Hadoop: hive data is stored in HDFS. Most of the queries are completed by mapreduce (queries containing * do not generate mapredcue tasks, such as select * From TBL ).
4. Integration of hive and hbase
Hbase is a distributedNon-relational databases based on column Storage. The query efficiency of hbase is very high, mainly because of the query and display results.
Hive isDistributed Relational Database Service. It is mainly used for parallel distributed processing of large amounts of data. All queries in hive except "select * from table;" must be executed in map \ reduce mode. Because map \ reduce is required, it may take 8 to 9 seconds to query a table with only one row and one column, if it is not queried using the select * from table; method. However, hive is better at processing large amounts of data. When there is a lot of data to be processed and the hadoop cluster has enough capacity, it can reflect its advantages. Hive and hbase can be integrated through the hive storage interface.

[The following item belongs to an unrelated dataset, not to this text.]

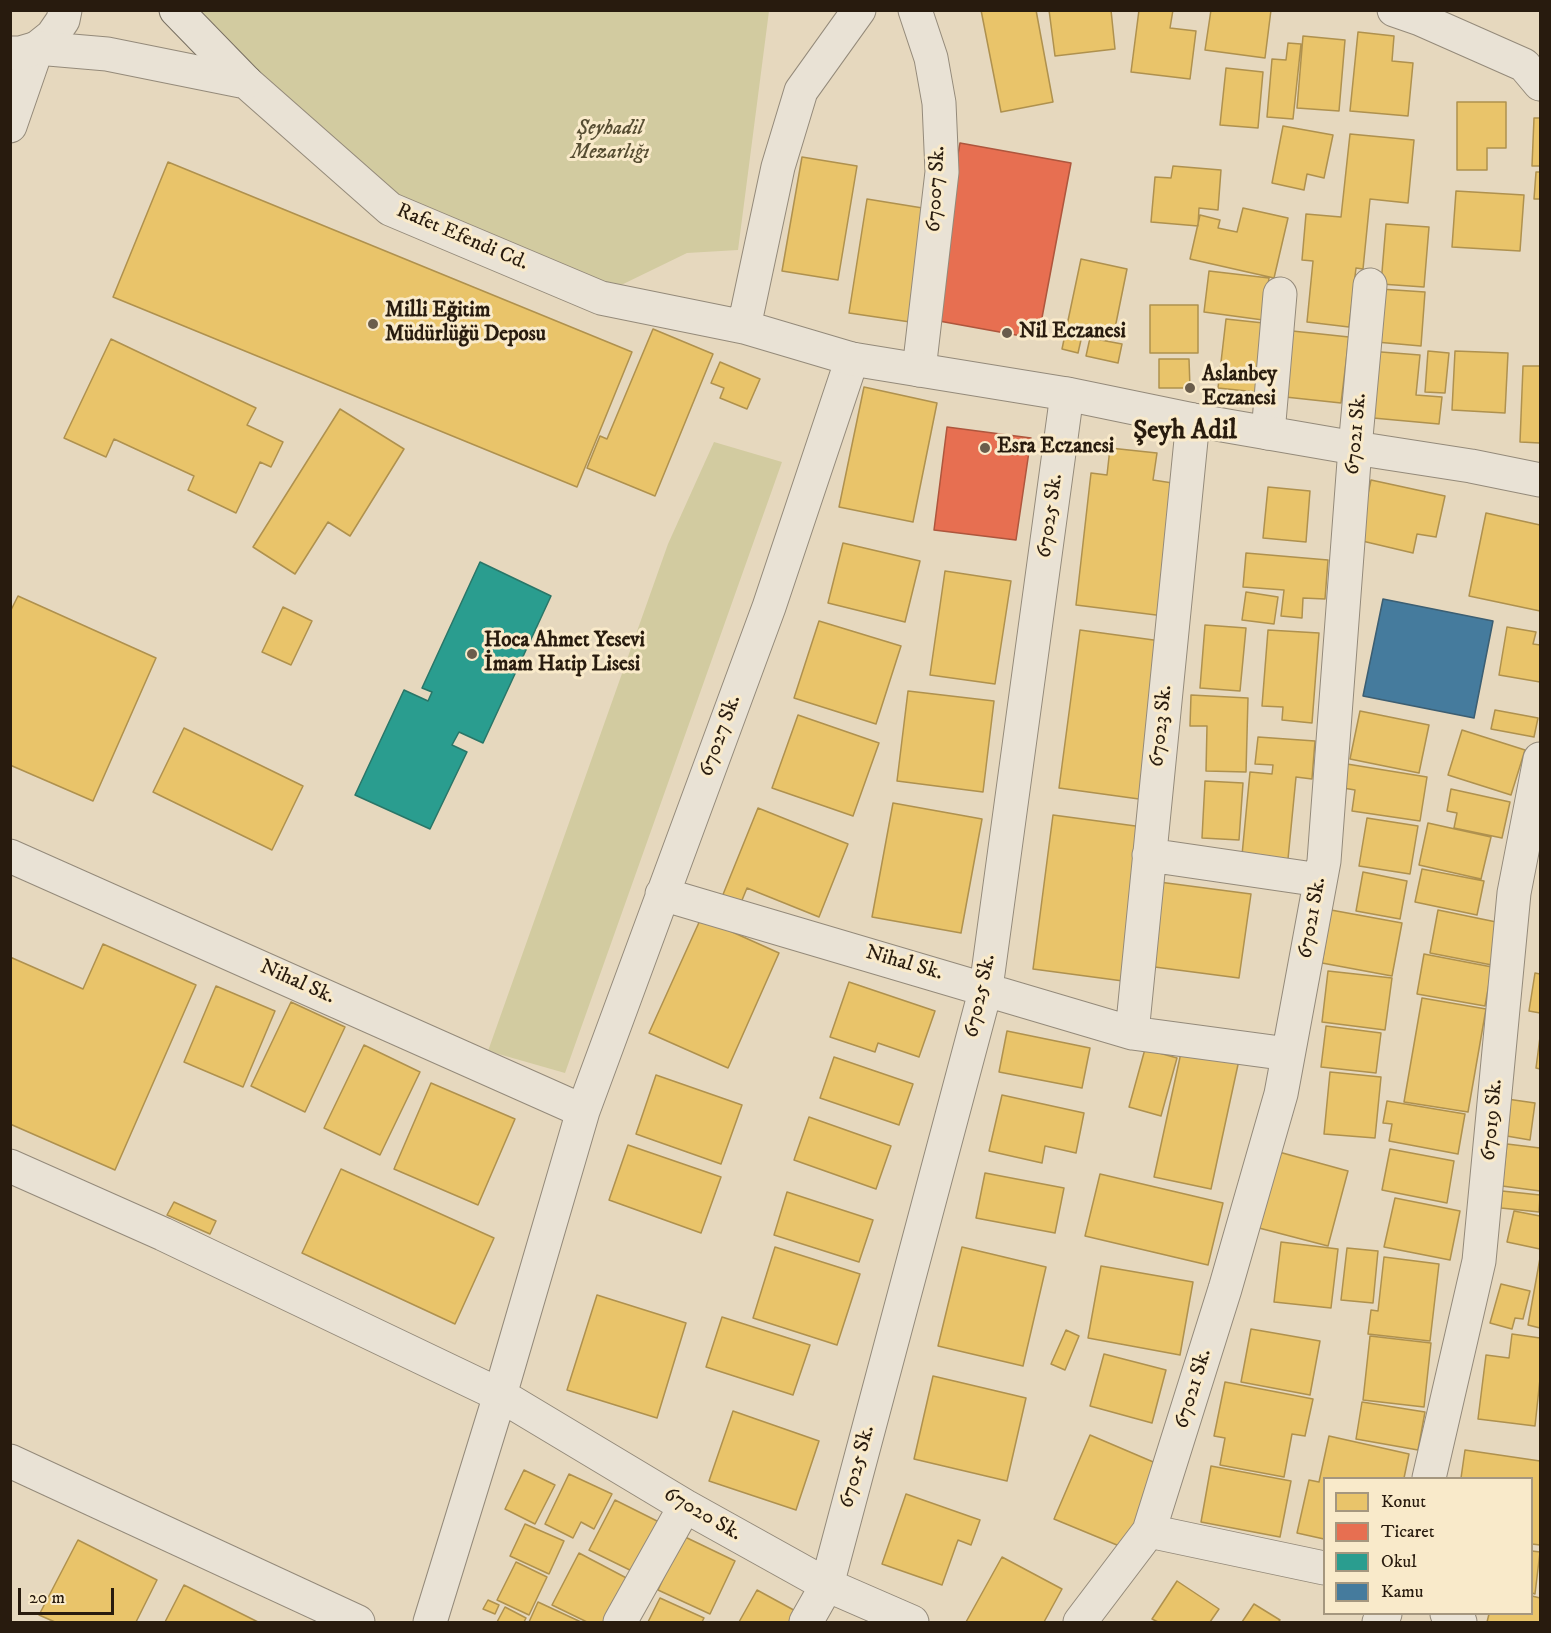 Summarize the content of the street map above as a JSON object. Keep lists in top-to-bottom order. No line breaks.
{"streets":{"street":["67007 Sk.","Rafet Efendi Cd.","67021 Sk.","67025 Sk.","67023 Sk.","67027 Sk.","Nihal Sk.","67019 Sk.","67020 Sk."]},"crossings":[["67007 Sk.","Rafet Efendi Cd."],["Rafet Efendi Cd.","67021 Sk."],["Rafet Efendi Cd.","67025 Sk."],["Rafet Efendi Cd.","67023 Sk."],["Rafet Efendi Cd.","67027 Sk."],["67021 Sk.","Nihal Sk."],["67025 Sk.","Nihal Sk."],["67025 Sk.","67020 Sk."],["67023 Sk.","Nihal Sk."],["67027 Sk.","Nihal Sk."],["67027 Sk.","67020 Sk."]],"districts":["Şeyh Adil"],"parks":["Şeyhadil Mezarlığı"],"places":["Milli Eğitim Müdürlüğü Deposu","Nil Eczanesi","Aslanbey Eczanesi","Esra Eczanesi","Hoca Ahmet Yesevi İmam Hatip Lisesi"],"legend":["Konut","Ticaret","Okul","Kamu"],"scale_bar":"20 m"}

Hive and hbase integration function implementation is to use the two itself external API interface communication, mutual communication is mainly rely on the hive_hbase-handler.jar tool class (hive storage handlers:
The following describes hadoop data management from hadoop's Distributed File System HDFS, distributed database hbase, and data warehouse tool hive, they all implement Three-dimensional data management from the macro to the micro through their own data definition and architecture, and complete large-scale data storage and task processing on the hadoop platform.